Stored data entries
☆ ☆ ☆
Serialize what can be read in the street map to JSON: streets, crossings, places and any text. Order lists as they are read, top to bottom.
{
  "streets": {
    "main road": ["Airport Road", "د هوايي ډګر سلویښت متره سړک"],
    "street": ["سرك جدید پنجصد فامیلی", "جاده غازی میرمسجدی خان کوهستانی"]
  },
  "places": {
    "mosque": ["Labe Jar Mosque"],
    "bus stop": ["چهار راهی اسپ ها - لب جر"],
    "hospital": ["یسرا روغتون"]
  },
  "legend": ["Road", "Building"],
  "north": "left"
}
☆ ☆ ☆
▶ Action item: Restate each of the records exactly, leaving nothing out.

▶ Answer area:
Serialize what can be read in the street map to JSON: streets, crossings, places and any text. Order lists as they are read, top to bottom.
{
  "streets": {
    "main road": ["Airport Road", "د هوايي ډګر سلویښت متره سړک"],
    "street": ["سرك جدید پنجصد فامیلی", "جاده غازی میرمسجدی خان کوهستانی"]
  },
  "places": {
    "mosque": ["Labe Jar Mosque"],
    "bus stop": ["چهار راهی اسپ ها - لب جر"],
    "hospital": ["یسرا روغتون"]
  },
  "legend": ["Road", "Building"],
  "north": "left"
}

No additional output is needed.